* EXERCISE REQUIREMENTS:
Copy word for word, please, the lines of the entries below running from the one containing "Input: one rendered map. Summarize" to the one containing "I am building a map index. Extract", both ends included.

* EXCERPTED RECORDS:
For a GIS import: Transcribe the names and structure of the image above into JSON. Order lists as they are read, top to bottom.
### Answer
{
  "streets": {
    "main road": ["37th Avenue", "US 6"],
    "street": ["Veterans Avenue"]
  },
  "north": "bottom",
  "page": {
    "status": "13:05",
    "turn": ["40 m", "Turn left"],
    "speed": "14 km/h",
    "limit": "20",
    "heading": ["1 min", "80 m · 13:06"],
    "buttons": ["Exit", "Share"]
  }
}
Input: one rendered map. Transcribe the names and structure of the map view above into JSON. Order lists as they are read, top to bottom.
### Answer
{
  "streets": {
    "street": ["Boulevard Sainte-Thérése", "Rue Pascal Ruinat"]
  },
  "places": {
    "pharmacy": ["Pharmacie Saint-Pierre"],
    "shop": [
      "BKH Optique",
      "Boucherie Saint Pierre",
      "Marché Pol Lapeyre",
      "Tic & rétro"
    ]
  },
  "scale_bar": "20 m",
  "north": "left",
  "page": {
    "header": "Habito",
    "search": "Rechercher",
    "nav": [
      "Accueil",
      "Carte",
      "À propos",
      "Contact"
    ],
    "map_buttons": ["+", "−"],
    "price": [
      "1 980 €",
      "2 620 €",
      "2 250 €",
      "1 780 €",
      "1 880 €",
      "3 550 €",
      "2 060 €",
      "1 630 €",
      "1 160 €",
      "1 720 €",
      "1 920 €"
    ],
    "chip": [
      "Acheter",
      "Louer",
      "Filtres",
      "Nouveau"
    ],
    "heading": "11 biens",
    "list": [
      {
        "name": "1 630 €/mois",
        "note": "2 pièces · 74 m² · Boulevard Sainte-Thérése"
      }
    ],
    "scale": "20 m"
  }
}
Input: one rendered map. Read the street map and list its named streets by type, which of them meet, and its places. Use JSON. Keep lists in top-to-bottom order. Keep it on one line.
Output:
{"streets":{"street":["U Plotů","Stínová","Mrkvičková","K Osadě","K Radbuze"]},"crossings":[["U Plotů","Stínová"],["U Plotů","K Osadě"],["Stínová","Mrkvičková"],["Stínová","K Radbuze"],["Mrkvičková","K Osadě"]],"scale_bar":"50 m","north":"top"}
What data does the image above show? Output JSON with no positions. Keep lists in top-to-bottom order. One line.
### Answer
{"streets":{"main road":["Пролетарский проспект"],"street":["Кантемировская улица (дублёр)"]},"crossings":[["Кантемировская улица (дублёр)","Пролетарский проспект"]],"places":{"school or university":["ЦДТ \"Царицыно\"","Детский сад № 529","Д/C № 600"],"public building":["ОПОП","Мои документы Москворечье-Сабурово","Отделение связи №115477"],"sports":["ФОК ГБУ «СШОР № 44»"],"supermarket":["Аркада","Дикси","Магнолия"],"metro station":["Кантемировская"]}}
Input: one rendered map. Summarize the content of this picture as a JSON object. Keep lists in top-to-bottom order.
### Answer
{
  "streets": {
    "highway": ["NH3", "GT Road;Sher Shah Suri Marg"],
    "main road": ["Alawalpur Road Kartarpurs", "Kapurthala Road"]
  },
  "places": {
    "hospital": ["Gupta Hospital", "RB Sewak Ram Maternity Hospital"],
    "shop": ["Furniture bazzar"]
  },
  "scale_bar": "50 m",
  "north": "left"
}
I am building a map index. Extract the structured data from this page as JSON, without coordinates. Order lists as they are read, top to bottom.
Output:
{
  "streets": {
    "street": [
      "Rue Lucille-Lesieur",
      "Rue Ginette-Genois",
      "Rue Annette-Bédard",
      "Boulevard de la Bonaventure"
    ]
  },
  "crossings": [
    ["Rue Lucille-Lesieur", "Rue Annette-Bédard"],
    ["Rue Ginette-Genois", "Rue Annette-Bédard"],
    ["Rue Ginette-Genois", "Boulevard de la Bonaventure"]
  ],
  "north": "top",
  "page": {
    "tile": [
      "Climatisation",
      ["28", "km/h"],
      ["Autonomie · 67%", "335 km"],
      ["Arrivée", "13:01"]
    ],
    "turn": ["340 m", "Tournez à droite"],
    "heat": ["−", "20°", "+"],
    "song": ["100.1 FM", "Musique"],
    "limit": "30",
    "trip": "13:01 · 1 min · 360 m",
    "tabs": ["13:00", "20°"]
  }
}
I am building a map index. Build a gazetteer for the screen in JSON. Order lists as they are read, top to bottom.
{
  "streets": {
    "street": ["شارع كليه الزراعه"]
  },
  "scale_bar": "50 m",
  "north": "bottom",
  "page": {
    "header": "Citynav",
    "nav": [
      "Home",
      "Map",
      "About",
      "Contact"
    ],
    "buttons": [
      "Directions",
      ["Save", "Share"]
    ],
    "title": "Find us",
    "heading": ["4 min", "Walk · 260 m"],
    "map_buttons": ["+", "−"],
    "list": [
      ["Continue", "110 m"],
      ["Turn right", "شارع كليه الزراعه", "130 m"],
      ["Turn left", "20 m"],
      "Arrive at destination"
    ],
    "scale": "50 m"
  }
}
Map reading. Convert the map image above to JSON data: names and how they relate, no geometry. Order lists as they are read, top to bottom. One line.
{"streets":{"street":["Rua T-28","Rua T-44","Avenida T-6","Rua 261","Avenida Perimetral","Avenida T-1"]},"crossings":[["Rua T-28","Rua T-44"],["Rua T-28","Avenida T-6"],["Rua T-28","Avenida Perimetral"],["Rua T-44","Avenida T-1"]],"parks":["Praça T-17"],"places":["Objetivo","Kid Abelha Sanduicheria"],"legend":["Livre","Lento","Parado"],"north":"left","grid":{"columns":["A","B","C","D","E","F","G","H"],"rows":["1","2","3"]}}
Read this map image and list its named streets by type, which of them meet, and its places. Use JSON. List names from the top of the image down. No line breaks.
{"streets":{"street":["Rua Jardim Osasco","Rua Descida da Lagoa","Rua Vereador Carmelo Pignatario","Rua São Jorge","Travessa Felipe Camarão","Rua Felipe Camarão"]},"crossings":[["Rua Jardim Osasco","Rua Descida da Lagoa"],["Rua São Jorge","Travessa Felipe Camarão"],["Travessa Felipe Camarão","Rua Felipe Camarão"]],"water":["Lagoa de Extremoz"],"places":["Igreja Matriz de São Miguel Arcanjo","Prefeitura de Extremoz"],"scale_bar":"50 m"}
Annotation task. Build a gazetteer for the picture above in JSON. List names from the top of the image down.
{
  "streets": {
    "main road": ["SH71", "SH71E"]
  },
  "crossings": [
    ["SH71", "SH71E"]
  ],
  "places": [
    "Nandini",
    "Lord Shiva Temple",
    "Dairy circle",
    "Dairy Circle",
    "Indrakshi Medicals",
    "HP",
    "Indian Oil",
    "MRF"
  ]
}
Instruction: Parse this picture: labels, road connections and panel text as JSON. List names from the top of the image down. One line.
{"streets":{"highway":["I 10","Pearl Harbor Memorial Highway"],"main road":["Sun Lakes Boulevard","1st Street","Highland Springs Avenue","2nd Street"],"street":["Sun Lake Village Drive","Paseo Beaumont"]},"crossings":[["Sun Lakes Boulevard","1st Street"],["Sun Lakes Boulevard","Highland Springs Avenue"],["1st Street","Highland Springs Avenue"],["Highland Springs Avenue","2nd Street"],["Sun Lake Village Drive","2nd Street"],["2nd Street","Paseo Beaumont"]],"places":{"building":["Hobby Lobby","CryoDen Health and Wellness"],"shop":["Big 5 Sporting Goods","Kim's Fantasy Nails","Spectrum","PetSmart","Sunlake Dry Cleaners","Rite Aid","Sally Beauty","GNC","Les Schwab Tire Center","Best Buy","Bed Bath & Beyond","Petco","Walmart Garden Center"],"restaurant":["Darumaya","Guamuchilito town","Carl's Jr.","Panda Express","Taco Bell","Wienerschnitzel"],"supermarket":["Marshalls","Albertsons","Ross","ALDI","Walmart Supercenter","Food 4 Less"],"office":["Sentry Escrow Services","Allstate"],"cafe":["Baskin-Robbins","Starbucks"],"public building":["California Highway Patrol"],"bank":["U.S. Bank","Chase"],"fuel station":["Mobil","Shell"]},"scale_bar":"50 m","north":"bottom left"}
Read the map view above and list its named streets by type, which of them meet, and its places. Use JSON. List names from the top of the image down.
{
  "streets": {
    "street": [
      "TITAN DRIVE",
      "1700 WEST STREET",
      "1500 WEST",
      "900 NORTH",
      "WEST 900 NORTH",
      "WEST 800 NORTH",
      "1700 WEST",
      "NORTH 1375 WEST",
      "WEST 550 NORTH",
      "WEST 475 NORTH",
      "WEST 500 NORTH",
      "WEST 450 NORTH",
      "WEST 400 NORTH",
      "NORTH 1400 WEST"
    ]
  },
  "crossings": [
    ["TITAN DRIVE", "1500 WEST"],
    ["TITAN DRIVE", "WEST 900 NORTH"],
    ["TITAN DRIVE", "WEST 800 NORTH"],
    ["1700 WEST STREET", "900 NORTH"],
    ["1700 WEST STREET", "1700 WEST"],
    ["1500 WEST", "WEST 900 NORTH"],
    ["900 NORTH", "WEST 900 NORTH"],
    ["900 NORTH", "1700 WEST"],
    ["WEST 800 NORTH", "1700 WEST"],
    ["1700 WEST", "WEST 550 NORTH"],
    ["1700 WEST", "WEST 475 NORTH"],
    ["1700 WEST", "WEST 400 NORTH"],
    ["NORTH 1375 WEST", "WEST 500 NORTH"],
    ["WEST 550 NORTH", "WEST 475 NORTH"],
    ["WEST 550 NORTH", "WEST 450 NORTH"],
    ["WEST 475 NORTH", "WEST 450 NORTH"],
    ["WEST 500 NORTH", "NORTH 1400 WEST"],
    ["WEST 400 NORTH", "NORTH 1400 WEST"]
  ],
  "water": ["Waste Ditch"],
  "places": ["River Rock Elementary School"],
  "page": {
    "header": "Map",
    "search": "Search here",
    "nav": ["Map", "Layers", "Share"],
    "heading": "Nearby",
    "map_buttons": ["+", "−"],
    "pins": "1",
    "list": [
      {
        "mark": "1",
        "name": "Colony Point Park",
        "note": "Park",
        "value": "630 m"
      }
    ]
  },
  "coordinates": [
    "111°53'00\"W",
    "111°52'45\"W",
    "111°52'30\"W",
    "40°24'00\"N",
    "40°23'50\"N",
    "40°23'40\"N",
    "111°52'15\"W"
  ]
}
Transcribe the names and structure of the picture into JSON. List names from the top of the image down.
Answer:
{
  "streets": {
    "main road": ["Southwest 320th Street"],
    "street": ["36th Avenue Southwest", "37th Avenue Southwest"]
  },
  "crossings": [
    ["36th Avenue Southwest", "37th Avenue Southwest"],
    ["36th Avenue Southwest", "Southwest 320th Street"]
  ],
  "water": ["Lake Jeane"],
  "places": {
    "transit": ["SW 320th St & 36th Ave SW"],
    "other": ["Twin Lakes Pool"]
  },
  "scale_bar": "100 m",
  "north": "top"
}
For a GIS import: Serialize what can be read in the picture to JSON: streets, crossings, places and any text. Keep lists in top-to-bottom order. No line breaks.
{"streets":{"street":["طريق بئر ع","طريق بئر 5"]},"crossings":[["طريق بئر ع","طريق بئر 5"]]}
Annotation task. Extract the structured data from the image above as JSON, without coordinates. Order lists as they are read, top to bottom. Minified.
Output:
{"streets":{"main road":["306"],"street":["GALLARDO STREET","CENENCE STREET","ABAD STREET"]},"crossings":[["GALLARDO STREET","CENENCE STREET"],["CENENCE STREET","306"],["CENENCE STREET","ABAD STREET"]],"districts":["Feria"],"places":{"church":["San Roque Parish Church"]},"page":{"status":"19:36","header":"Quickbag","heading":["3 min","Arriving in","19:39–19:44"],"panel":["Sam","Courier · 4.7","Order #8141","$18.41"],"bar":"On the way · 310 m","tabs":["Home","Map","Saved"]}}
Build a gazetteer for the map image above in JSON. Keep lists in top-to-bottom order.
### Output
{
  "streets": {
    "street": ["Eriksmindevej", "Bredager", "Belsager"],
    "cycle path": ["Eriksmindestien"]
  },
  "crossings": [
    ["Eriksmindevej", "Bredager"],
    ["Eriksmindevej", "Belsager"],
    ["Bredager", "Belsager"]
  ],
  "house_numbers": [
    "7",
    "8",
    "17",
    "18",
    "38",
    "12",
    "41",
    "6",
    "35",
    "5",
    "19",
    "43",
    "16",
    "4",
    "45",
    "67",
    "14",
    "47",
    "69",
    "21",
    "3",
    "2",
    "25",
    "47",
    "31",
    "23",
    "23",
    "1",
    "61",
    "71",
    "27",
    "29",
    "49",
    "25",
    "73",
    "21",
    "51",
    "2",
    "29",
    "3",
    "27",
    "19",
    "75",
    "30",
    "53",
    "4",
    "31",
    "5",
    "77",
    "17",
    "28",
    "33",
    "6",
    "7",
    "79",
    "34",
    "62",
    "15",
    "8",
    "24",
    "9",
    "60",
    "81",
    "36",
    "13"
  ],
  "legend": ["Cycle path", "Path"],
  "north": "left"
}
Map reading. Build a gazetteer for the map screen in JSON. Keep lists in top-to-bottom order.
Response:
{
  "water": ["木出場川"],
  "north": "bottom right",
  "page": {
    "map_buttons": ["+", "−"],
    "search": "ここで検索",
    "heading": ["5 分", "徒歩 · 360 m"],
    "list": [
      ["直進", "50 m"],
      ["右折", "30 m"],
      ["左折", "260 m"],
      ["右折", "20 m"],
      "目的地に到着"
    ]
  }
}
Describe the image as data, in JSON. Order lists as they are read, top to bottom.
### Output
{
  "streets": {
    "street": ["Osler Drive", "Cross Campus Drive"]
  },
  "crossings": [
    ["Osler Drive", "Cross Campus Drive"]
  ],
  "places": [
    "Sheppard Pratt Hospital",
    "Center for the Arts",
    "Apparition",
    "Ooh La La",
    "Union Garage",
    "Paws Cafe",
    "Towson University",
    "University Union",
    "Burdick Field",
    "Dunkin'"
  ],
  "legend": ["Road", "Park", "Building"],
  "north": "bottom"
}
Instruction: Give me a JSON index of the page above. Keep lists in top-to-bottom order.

* TASK RESPONSE:
Input: one rendered map. Summarize the content of this picture as a JSON object. Keep lists in top-to-bottom order.
### Answer
{
  "streets": {
    "highway": ["NH3", "GT Road;Sher Shah Suri Marg"],
    "main road": ["Alawalpur Road Kartarpurs", "Kapurthala Road"]
  },
  "places": {
    "hospital": ["Gupta Hospital", "RB Sewak Ram Maternity Hospital"],
    "shop": ["Furniture bazzar"]
  },
  "scale_bar": "50 m",
  "north": "left"
}
I am building a map index. Extract the structured data from this page as JSON, without coordinates. Order lists as they are read, top to bottom.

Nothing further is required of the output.